A self-described “average 51-year-old book author with a receding hairline” turned “unlikely and somewhat reluctant” activist, Bill McKibben these days is something of a rock star.

McKibben first stepped into the climate scene with “The End of Nature,” his first book and one of the first to bring climate change to the public’s attention. More recently, he founded 350.org, an international activist organization. In the course of 25 years, he’s gone from writing for the New Yorker to being a major player in a recent feature published there, which argues that his work “successfully made Keystone the most prominent environmental cause in America.”

His new book, “Oil and Honey,” is in large part an account of this new role. It’s bookended by two major events: a protest at the White House against the Keystone XL pipeline that he organized, and at which he proudly got arrested, and a national tour promoting his fossil fuel divestment campaign. Running counter to the campaign narrative is McKibben’s relationship with a beekeeper named Kirk, who lives, he writes, at the opposite extreme. Running a local honey business, Kirk lives off the grid, and never even goes on the Internet.

McKibben spoke with Salon about protests, beekeeping and how the climate movement has finally grown up.
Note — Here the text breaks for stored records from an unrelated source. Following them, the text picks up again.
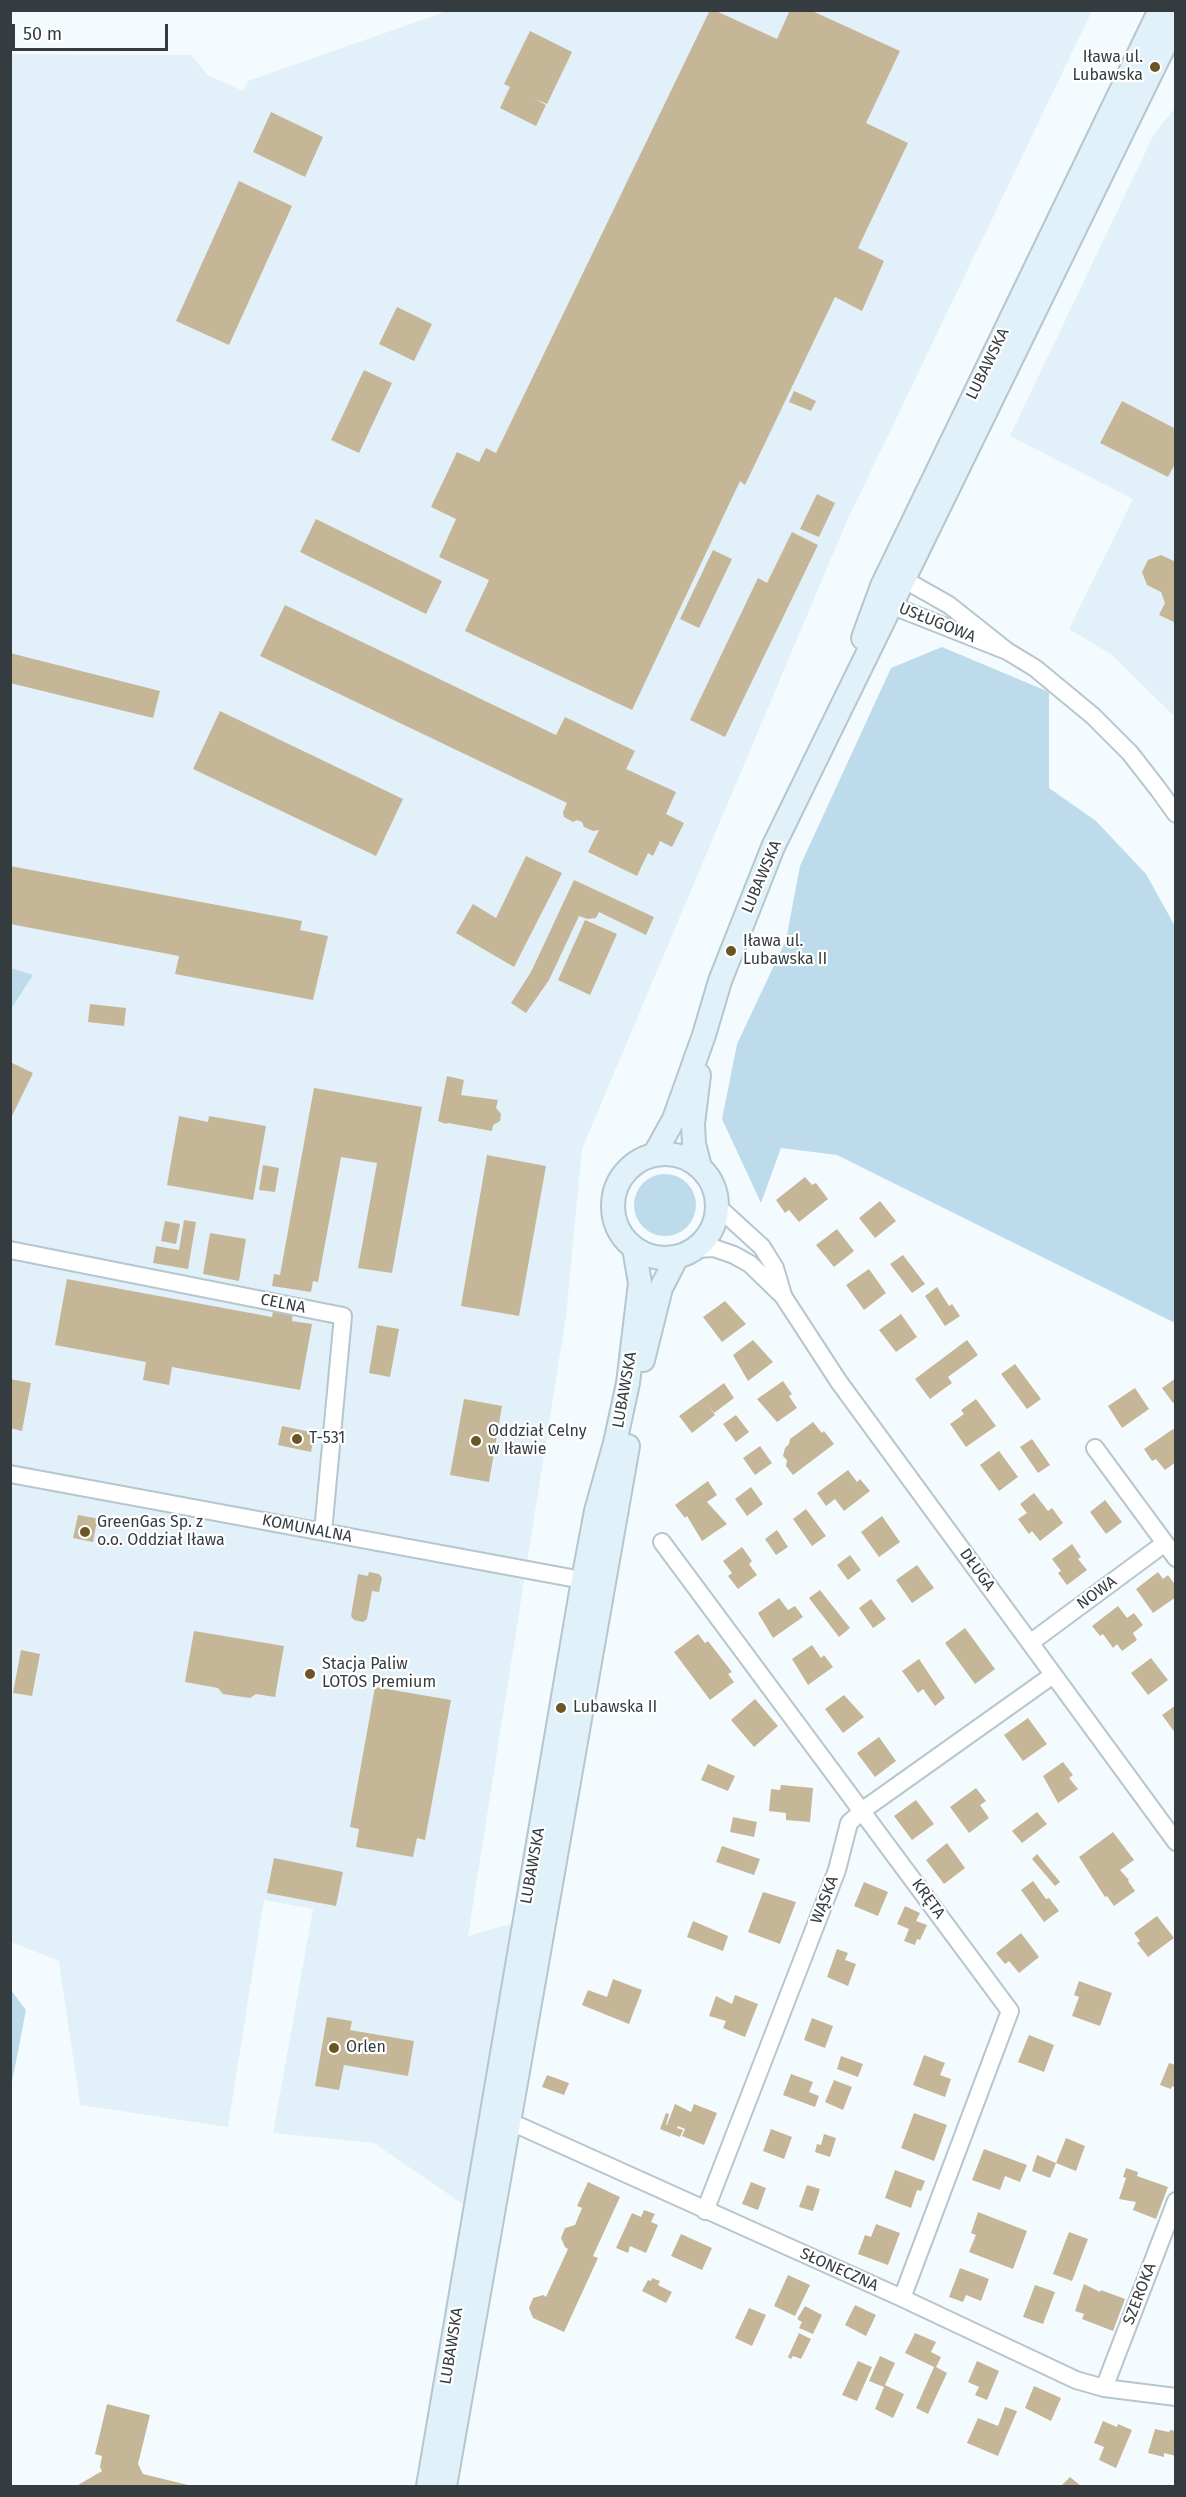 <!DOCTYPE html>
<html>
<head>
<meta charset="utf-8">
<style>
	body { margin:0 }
	#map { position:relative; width:1186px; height:2497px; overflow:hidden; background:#f4fbfe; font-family:"Fira Sans",sans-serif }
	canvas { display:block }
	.frame { position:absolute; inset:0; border:12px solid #353c40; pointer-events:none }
	.scale { position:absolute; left:12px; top:24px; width:156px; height:27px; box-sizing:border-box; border:3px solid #353c40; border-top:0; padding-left:8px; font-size:18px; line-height:21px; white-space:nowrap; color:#353c40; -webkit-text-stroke:4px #fff; paint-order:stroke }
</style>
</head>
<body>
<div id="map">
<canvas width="1186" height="2497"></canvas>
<div class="frame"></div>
<div class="scale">50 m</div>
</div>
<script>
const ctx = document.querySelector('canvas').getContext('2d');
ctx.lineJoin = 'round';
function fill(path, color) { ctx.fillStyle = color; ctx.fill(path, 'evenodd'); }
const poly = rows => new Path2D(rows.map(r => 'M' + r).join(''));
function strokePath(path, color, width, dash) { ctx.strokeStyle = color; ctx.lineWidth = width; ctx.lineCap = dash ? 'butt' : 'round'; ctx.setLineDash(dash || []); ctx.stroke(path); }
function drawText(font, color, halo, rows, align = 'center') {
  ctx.font = font + ' "Fira Sans",sans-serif'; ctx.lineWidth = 4.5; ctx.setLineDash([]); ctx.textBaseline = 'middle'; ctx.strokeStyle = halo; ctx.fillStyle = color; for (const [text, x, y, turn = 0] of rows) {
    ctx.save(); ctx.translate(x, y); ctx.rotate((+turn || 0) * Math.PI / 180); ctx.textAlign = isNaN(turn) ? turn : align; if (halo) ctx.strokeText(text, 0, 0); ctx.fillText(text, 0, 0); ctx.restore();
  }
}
fill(poly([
	[447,11,1092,11,846,523,582,1149,566,1316,468,1936,514,1923,467,2207,374,2143,273,2133,313,1909,264,1900,228,2127,80,2105,59,1961,11,1942,10,54,191,55,208,75,243,91,248,81],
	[1175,108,1175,717,1112,655,1069,629,1133,499,1010,436,1154,134]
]), '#e2f1f9');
fill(poly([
	[942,647,1049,692,1049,788,1096,821,1146,874,1175,926,1175,1323,837,1155,781,1148,761,1203,722,1119,737,1044,786,940,800,866,891,668],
	[11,968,33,975,11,1009,10,968],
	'634 1205a31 31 0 1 1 62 0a31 31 0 1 1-62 0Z',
	[11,1990,26,2010,11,2087]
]), '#bddbeb');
fill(poly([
	[710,10,714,10,777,39,790,10,810,10,900,51,866,123,908,143,858,248,884,261,862,311,835,297,745,485,740,481,632,710,465,631,489,580,439,557,456,519,431,507,457,452,479,462,486,448,496,453],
	[530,31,572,52,547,104,535,99,546,105,536,126,500,108,510,87,504,84],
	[271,112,323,137,305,177,253,152],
	[239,181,292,206,229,345,176,321],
	[397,307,432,324,414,361,379,344],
	[364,370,392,383,359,453,331,440],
	[794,391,816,401,811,411,789,402],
	[1122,401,1176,429,1176,462,1168,477,1100,443],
	[817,494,835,503,819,537,800,529],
	[316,519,442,581,426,614,300,552],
	[792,532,818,545,725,737,690,720,758,578,767,583],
	[713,550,732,559,699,628,680,619],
	[1161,555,1176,562,1176,623,1159,615,1165,603,1161,592,1147,585,1142,572,1148,560],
	[285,605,556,735,565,717,635,751,626,769,676,792,666,814,684,823,672,847,660,841,653,856,648,853,637,876,588,852,599,830,593,831,584,827,582,822,577,820,573,822,564,817,563,812,567,803,260,656],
	[10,653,160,691,153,718,10,683],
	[220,711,403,799,376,856,193,769],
	[526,856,562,873,514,967,456,933,473,904,496,918],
	[10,866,302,921,300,930,328,936,313,1000,175,974,179,956,10,924],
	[574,880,654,917,646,935,599,912,596,918,588,919,579,916,549,980,526,1013,511,1003,531,972],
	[585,920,617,934,590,995,558,980],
	[90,1004,126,1008,124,1026,88,1022],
	[10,1062,33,1073,10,1120],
	[447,1076,464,1080,461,1095,498,1100,496,1108,501,1114,500,1121,493,1125,492,1131,448,1123,446,1124,438,1121],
	[314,1088,422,1107,392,1273,358,1268,377,1163,341,1157,318,1282,313,1281,311,1292,272,1286,274,1274,280,1275],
	[179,1116,208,1122,209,1116,266,1126,253,1200,167,1185],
	[487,1155,546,1166,519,1316,461,1306],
	[263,1165,279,1168,275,1192,259,1190],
	[805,1177,812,1185,816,1183,828,1199,799,1222,789,1210,785,1213,776,1200],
	[880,1201,896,1221,875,1238,859,1218],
	[184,1220,196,1222,188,1269,153,1263,156,1246,179,1250],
	[165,1221,180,1224,176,1244,161,1241],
	[837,1229,854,1251,834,1267,816,1245],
	[210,1233,246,1239,239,1281,203,1274],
	[903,1255,925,1284,912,1293,890,1264],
	[869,1269,886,1293,864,1310,846,1285],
	[67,1279,272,1317,274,1306,293,1309,292,1321,312,1324,300,1390,172,1367,169,1385,143,1380,146,1362,55,1345],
	[937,1287,949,1306,952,1304,960,1316,945,1326,925,1296],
	[725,1301,746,1324,722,1342,703,1317],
	[901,1314,917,1337,896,1352,879,1330],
	[377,1325,399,1329,390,1377,369,1373],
	[753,1340,773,1362,748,1381,733,1355],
	[967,1340,978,1355,948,1377,952,1383,930,1399,915,1379],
	[1015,1364,1041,1399,1027,1409,1001,1374],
	[1176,1378,1176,1402,1173,1403,1162,1388],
	[10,1379,31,1383,22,1431,10,1428],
	[783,1381,792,1394,789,1396,797,1408,777,1422,757,1399],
	[724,1383,734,1398,714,1413,706,1403,715,1415,692,1433,679,1416],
	[1135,1388,1149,1409,1122,1428,1108,1406],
	[464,1399,502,1406,489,1482,450,1475],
	[976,1399,996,1426,966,1447,950,1424,964,1414,961,1410],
	[736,1415,749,1432,736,1442,723,1424],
	[813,1422,822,1433,824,1431,834,1444,793,1475,786,1466,787,1460,783,1456,785,1448,789,1444,790,1439],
	[282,1426,315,1433,311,1452,278,1445],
	[1173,1429,1176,1432,1176,1462,1165,1470,1156,1459,1152,1461,1144,1449],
	[1032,1439,1050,1465,1038,1473,1020,1447],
	[760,1446,772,1463,755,1475,743,1458],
	[999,1451,1018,1477,999,1491,980,1465],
	[848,1470,857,1482,860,1479,870,1491,844,1511,835,1499,826,1506,817,1493],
	[708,1481,717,1495,707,1502,727,1524,702,1541,687,1516,685,1518,675,1505],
	[751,1487,763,1504,747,1516,735,1499],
	[1034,1493,1048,1511,1052,1508,1063,1523,1040,1541,1032,1531,1029,1534,1018,1519,1027,1513,1020,1504],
	[1105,1500,1122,1522,1106,1534,1090,1512],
	[806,1509,826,1536,812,1546,793,1519],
	[78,1515,100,1519,99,1526,96,1526,93,1542,73,1538],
	[882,1516,900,1542,879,1557,861,1532],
	[777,1530,788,1547,776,1555,765,1539],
	[1072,1544,1081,1557,1078,1559,1087,1570,1067,1585,1058,1573,1061,1571,1052,1559],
	[742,1547,752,1561,749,1564,757,1575,738,1589,728,1576,732,1573,723,1561],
	[850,1555,861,1570,848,1580,837,1565],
	[917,1565,934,1588,912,1603,896,1580],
	[369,1572,379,1574,382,1578,379,1592,372,1591,367,1619,363,1622,354,1620,351,1616,358,1574,368,1576],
	[1158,1572,1163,1579,1168,1575,1176,1586,1176,1597,1153,1613,1136,1589],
	[820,1590,850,1628,839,1637,809,1598],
	[779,1598,788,1610,795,1606,803,1617,773,1638,758,1613],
	[871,1599,886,1619,873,1628,859,1608],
	[1118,1606,1127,1618,1134,1613,1143,1625,1133,1633,1137,1640,1122,1651,1117,1644,1113,1648,1103,1634,1100,1636,1092,1626],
	[965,1628,995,1669,975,1684,945,1643],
	[194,1631,284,1646,275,1697,256,1694,250,1698,223,1694,218,1688,185,1682],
	[698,1634,705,1643,708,1641,732,1672,728,1674,734,1682,710,1700,674,1652],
	[812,1645,821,1658,824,1655,833,1667,808,1685,792,1659],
	[21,1650,40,1654,32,1696,13,1693],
	[1151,1658,1168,1680,1148,1695,1131,1673],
	[919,1659,945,1698,935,1706,923,1689,918,1693,902,1671],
	[375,1687,451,1700,425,1840,417,1838,413,1857,356,1847,359,1829,350,1827],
	[844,1695,864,1717,843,1733,825,1709],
	[755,1699,778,1726,754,1747,731,1720],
	[1176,1705,1176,1734,1162,1715],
	[1028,1718,1047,1744,1023,1761,1004,1735],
	[879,1737,896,1761,875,1777,857,1753],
	[1063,1762,1073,1775,1069,1778,1078,1789,1058,1803,1043,1776],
	[708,1764,735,1776,728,1791,701,1780],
	[781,1785,813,1788,810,1822,786,1820,786,1813,769,1811,771,1789,780,1790],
	[976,1788,986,1801,980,1805,989,1818,969,1833,950,1807],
	[916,1800,934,1824,912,1840,894,1816],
	[1037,1812,1047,1824,1022,1843,1012,1831],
	[733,1817,757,1822,754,1837,730,1832],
	[1113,1832,1134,1860,1120,1870,1129,1880,1128,1881,1135,1891,1114,1906,1107,1896,1105,1897,1079,1857],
	[947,1843,965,1868,944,1884,926,1860],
	[722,1846,760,1859,754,1875,716,1862],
	[1037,1854,1060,1882,1055,1886,1032,1859],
	[274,1858,343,1872,336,1906,267,1893],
	[1033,1881,1046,1899,1049,1898,1059,1911,1044,1922,1021,1890],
	[864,1882,888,1892,878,1916,854,1906],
	[763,1892,796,1902,780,1944,748,1932],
	[905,1906,920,1913,916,1921,927,1925,920,1940,917,1939,915,1945,904,1941,909,1929,897,1924],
	[1157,1916,1174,1938,1148,1957,1137,1943,1140,1941,1134,1933],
	[693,1921,728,1936,723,1951,687,1937],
	[1021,1933,1039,1957,1019,1973,1009,1961,1005,1964,996,1953],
	[837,1949,848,1953,845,1960,856,1964,848,1986,827,1977],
	[613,1979,642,1990,629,2024,582,2005,588,1990,607,1997],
	[1079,1981,1112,1993,1100,2026,1072,2016,1079,1997,1074,1995],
	[735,1995,758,2004,745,2037,723,2028,726,2021,709,2016,716,1996,732,2004],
	[327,2017,352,2021,350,2030,414,2041,408,2076,344,2065,339,2090,315,2086],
	[812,2018,833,2026,825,2048,804,2040],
	[1029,2035,1054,2045,1044,2072,1018,2062],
	[924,2055,945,2063,940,2075,951,2079,945,2097,913,2085],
	[841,2056,863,2064,858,2077,837,2069],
	[1169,2063,1176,2065,1176,2088,1172,2086,1171,2089,1160,2085],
	[791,2074,813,2082,809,2092,819,2096,815,2107,783,2095],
	[547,2075,569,2083,564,2095,542,2087],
	[834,2080,852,2087,843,2110,825,2102],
	[675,2104,691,2112,694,2104,717,2113,704,2145,682,2136,685,2129,678,2126,677,2128,683,2130,680,2137,660,2129,666,2113,669,2114,666,2125,667,2125],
	[914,2113,947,2125,934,2161,901,2148],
	[771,2129,792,2137,784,2159,763,2151],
	[824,2134,836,2138,830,2157,815,2152,817,2144,821,2145],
	[1066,2138,1085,2146,1076,2171,1056,2163],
	[984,2149,1027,2165,1020,2182,1005,2176,1000,2190,972,2180],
	[1037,2155,1056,2163,1050,2178,1032,2171],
	[1126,2168,1138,2172,1137,2176,1168,2187,1156,2219,1133,2210,1136,2202,1119,2199,1126,2178,1123,2177],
	[895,2170,925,2181,921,2191,917,2190,911,2208,885,2198],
	[588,2182,620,2197,593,2256,598,2258,564,2332,533,2318,529,2308,533,2298,543,2295,546,2297,568,2249,565,2247,561,2238,565,2228,575,2225,582,2208,577,2206],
	[751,2182,766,2188,758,2210,742,2204],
	[807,2185,820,2189,813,2211,799,2207],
	[644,2210,655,2214,651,2222,658,2225,646,2253,630,2246,628,2253,616,2248,632,2213,641,2217],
	[978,2212,1027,2231,1013,2269,969,2252,976,2235,971,2233],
	[876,2224,900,2233,888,2265,858,2254,865,2235,871,2237],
	[1069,2232,1088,2239,1072,2281,1053,2274],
	[681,2234,712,2248,702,2270,671,2256],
	[960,2268,989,2279,981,2301,966,2295,963,2302,949,2297],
	[788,2275,810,2285,795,2316,774,2306],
	[652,2278,660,2281,658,2285,672,2292,666,2303,642,2291,648,2280,651,2281],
	[1084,2284,1100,2292,1101,2290,1125,2299,1113,2331,1082,2319,1084,2314,1075,2311],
	[1035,2285,1055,2292,1043,2324,1023,2317],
	[855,2305,876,2315,866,2336,845,2325],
	[805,2306,822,2315,813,2334,799,2328,802,2322,797,2319],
	[749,2308,766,2315,752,2346,735,2338],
	[799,2333,811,2339,801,2359,793,2356,791,2359,788,2357],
	[915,2333,936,2342,931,2352,941,2357,936,2367,947,2373,928,2414,916,2408,934,2367,905,2353],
	[880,2356,895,2363,885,2385,904,2394,893,2418,875,2409,884,2387,869,2381],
	[858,2361,872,2367,857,2401,842,2395],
	[977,2361,999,2371,987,2400,975,2395,979,2387,968,2382],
	[1034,2386,1061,2398,1051,2421,1025,2408],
	[107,2404,150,2415,138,2464,143,2474,192,2486,79,2486,78,2485,102,2471,100,2467,102,2456,95,2454],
	[1005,2407,1017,2411,998,2456,967,2443,978,2418,998,2426],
	[1103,2421,1117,2427,1118,2424,1132,2430,1116,2468,1099,2460,1104,2447,1094,2443],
	[1155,2429,1169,2432,1170,2430,1176,2431,1176,2456,1164,2453,1164,2457,1148,2453],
	[1070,2477,1081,2486,1061,2486]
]), '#c6b698');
const minor = poly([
	[1007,651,893,606,882,586,905,580,949,605,1007,651,1035,668,1093,716,1130,753,1158,789,1176,814],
	[717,1206,762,1247,775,1268,783,1295],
	[695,1249,714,1248,734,1255,750,1264,783,1296,839,1382,1176,1842],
	[10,1250,343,1316,323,1532],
	[1095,1448,1176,1558],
	[10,1474,593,1582],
	[662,1542,1010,2011,902,2298],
	[1030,1643,1165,1543],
	[509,2123,522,2127,902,2298,1076,2380,1104,2388,1176,2397],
	[705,2211,837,1870,849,1823,863,1810,1053,1675],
	[1104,2388,1176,2201]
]);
const secondary = poly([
	[863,638,882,586,1160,10],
	[699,1075,693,1124,694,1144,700,1167],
	'613 1206a52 52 0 1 1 104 0a52 52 0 1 1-104 0Z',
	[654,1155,674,1119,704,1035,720,981,773,847,1176,22],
	[643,1360,661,1288,677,1257],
	[428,2486,583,1580,596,1511,615,1443,628,1383,640,1283,634,1248],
	[445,2486,628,1446]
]);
strokePath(minor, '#b6c6cf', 20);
strokePath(secondary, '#b6c6cf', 26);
strokePath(minor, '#fff', 16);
strokePath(secondary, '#e0f1fa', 22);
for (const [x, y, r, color] of [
	[1155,67,6,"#6c5525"],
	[731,951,6,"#6c5525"],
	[297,1439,6,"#6c5525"],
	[476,1441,6,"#6c5525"],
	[85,1532,6,"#6c5525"],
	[310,1674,6,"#6c5525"],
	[561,1708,6,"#6c5525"],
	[334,2048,6,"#6c5525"]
]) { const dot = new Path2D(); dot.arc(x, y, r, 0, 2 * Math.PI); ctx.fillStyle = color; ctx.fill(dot); strokePath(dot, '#fff', 2); }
drawText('16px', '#353c40', '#fff', [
	["Iława ul.",1143,58,"right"],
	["Lubawska",1143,76,"right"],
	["Iława ul.",743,942],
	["Lubawska II",743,960],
	["Oddział Celny",488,1432],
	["w Iławie",488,1450],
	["T-531",309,1439],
	["GreenGas Sp. z",97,1523],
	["o.o. Oddział Iława",97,1541],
	["Stacja Paliw",322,1665],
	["LOTOS Premium",322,1683],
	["Lubawska II",573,1708],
	["Orlen",346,2048]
], 'left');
drawText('16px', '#353c40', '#fff', [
	["LUBAWSKA",988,364,-64],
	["USŁUGOWA",937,623,22],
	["LUBAWSKA",762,877,-67],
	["CELNA",283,1304,11],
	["LUBAWSKA",625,1390,-80],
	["KOMUNALNA",307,1529,11],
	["DŁUGA",977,1570,54],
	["NOWA",1097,1593,-36],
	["LUBAWSKA",533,1866,-80],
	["KRĘTA",928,1899,54],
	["WĄSKA",825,1900,-69],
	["SŁONECZNA",839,2270,24],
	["SZEROKA",1140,2294,-69],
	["LUBAWSKA",452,2346,-81]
]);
</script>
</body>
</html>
The interview has been lightly edited for space and clarity.

The way you approach climate change has completely changed course since you first wrote “The End of Nature.” Then, you were bringing attention to the issue, but you were reporting on it. Thirteen books later, “Oil and Honey” is the memoir of an activist. Can you talk a bit about that transformation?

Everyone believed, 25 years ago — at least I did — that people would see there’s a problem. That if scientists and the rest of us really explained to policy leaders what was going on in the world, then they would take care of the problem. I mean, that’s how the system is supposed to work, right? You identify a problem — the biggest problem the world’s ever faced, potentially — and people go to work and do something about it.